## What to produce
Return nothing except the lines from the one that contains "Input: one rendered map. Dump" through the end of the material below, each exactly as given.

## Task material
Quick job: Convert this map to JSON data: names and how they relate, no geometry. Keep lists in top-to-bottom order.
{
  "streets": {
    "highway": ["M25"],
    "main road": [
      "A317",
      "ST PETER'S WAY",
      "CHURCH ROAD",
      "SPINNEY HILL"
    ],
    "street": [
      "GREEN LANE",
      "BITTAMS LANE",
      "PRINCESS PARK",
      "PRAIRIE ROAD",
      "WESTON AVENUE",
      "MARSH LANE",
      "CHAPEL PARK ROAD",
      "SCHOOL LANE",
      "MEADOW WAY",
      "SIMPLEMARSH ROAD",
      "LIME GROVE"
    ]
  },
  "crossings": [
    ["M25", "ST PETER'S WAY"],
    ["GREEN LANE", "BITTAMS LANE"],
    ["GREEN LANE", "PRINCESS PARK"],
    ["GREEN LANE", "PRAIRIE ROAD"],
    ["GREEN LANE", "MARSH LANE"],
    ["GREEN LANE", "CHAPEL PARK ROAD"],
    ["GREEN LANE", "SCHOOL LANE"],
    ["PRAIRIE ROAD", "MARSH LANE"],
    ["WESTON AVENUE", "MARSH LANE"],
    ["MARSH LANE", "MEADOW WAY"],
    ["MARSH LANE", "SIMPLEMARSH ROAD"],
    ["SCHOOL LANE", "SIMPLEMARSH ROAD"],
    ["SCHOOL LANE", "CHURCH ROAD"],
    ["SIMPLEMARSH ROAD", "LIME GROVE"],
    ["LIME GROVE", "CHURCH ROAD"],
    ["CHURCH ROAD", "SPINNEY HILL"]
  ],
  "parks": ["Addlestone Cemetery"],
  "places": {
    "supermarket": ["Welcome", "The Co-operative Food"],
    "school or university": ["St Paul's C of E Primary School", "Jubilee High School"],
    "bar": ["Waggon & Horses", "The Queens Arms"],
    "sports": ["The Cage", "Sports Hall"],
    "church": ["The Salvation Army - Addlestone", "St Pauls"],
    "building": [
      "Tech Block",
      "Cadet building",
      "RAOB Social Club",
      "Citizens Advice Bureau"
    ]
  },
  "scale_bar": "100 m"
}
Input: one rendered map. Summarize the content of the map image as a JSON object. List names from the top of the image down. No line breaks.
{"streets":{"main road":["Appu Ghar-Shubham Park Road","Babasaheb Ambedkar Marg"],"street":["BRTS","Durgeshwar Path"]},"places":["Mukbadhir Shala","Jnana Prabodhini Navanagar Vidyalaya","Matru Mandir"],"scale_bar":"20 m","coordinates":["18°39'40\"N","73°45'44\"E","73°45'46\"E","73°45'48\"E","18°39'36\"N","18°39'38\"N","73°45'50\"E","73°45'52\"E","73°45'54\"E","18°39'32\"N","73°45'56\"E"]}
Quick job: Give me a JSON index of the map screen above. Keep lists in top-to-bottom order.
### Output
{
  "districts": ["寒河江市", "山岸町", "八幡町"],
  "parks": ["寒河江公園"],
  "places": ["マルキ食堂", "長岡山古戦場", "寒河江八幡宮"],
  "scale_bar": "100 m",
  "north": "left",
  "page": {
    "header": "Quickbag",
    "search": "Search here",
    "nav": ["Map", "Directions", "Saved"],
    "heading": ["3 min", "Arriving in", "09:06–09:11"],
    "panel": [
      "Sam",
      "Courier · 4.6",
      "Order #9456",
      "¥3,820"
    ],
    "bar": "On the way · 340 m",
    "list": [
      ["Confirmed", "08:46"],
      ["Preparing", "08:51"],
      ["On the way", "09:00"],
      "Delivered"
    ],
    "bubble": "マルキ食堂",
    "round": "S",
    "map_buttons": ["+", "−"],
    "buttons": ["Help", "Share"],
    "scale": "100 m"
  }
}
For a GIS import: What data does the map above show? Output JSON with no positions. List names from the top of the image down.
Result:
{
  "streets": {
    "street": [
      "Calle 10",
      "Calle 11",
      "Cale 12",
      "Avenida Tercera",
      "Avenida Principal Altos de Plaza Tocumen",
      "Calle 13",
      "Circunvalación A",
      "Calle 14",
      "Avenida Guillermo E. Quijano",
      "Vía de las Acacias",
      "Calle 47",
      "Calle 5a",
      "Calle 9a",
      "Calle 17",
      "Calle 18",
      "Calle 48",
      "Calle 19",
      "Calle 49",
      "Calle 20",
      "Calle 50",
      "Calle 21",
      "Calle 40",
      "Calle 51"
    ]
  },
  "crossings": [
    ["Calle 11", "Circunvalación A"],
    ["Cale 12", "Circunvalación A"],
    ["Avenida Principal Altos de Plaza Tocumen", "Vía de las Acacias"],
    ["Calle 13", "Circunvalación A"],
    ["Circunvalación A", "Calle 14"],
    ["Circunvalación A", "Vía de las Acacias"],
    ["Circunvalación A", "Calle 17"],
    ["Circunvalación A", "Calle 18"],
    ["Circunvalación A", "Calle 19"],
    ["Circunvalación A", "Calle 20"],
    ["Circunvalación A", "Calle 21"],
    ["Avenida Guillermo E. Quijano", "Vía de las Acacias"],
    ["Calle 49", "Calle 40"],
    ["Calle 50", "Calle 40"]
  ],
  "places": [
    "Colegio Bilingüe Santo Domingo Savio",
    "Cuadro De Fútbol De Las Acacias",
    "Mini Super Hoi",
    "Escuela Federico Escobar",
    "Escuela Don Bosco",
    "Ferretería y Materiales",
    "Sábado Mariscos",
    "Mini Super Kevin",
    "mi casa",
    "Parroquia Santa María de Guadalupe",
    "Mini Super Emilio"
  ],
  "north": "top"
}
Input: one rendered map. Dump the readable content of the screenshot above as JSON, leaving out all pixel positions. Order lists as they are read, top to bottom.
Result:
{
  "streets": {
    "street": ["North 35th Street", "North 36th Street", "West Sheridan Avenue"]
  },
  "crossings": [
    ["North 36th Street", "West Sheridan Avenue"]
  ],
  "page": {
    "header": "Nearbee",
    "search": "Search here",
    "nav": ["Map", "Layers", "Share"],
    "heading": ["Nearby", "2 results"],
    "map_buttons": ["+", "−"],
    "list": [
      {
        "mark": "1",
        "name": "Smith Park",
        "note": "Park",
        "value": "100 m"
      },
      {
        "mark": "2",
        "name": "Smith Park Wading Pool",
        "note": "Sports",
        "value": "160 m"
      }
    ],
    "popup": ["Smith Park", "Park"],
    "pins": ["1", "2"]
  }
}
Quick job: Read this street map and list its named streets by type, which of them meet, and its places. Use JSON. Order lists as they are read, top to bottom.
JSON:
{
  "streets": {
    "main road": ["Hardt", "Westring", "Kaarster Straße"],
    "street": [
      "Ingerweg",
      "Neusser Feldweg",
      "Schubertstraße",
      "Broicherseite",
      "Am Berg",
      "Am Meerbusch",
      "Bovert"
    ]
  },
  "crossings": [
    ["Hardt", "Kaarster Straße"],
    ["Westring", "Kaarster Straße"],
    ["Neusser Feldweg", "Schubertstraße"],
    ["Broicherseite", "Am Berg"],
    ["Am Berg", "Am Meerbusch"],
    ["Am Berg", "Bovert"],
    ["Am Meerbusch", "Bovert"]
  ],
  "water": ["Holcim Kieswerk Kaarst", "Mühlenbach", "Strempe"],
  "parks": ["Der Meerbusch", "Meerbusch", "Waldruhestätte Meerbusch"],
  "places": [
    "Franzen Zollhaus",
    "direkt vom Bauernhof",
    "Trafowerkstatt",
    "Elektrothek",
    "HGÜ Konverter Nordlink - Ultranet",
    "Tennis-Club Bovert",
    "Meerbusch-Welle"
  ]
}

## Result of the task
Input: one rendered map. Dump the readable content of the screenshot above as JSON, leaving out all pixel positions. Order lists as they are read, top to bottom.
Result:
{
  "streets": {
    "street": ["North 35th Street", "North 36th Street", "West Sheridan Avenue"]
  },
  "crossings": [
    ["North 36th Street", "West Sheridan Avenue"]
  ],
  "page": {
    "header": "Nearbee",
    "search": "Search here",
    "nav": ["Map", "Layers", "Share"],
    "heading": ["Nearby", "2 results"],
    "map_buttons": ["+", "−"],
    "list": [
      {
        "mark": "1",
        "name": "Smith Park",
        "note": "Park",
        "value": "100 m"
      },
      {
        "mark": "2",
        "name": "Smith Park Wading Pool",
        "note": "Sports",
        "value": "160 m"
      }
    ],
    "popup": ["Smith Park", "Park"],
    "pins": ["1", "2"]
  }
}
Quick job: Read this street map and list its named streets by type, which of them meet, and its places. Use JSON. Order lists as they are read, top to bottom.
JSON:
{
  "streets": {
    "main road": ["Hardt", "Westring", "Kaarster Straße"],
    "street": [
      "Ingerweg",
      "Neusser Feldweg",
      "Schubertstraße",
      "Broicherseite",
      "Am Berg",
      "Am Meerbusch",
      "Bovert"
    ]
  },
  "crossings": [
    ["Hardt", "Kaarster Straße"],
    ["Westring", "Kaarster Straße"],
    ["Neusser Feldweg", "Schubertstraße"],
    ["Broicherseite", "Am Berg"],
    ["Am Berg", "Am Meerbusch"],
    ["Am Berg", "Bovert"],
    ["Am Meerbusch", "Bovert"]
  ],
  "water": ["Holcim Kieswerk Kaarst", "Mühlenbach", "Strempe"],
  "parks": ["Der Meerbusch", "Meerbusch", "Waldruhestätte Meerbusch"],
  "places": [
    "Franzen Zollhaus",
    "direkt vom Bauernhof",
    "Trafowerkstatt",
    "Elektrothek",
    "HGÜ Konverter Nordlink - Ultranet",
    "Tennis-Club Bovert",
    "Meerbusch-Welle"
  ]
}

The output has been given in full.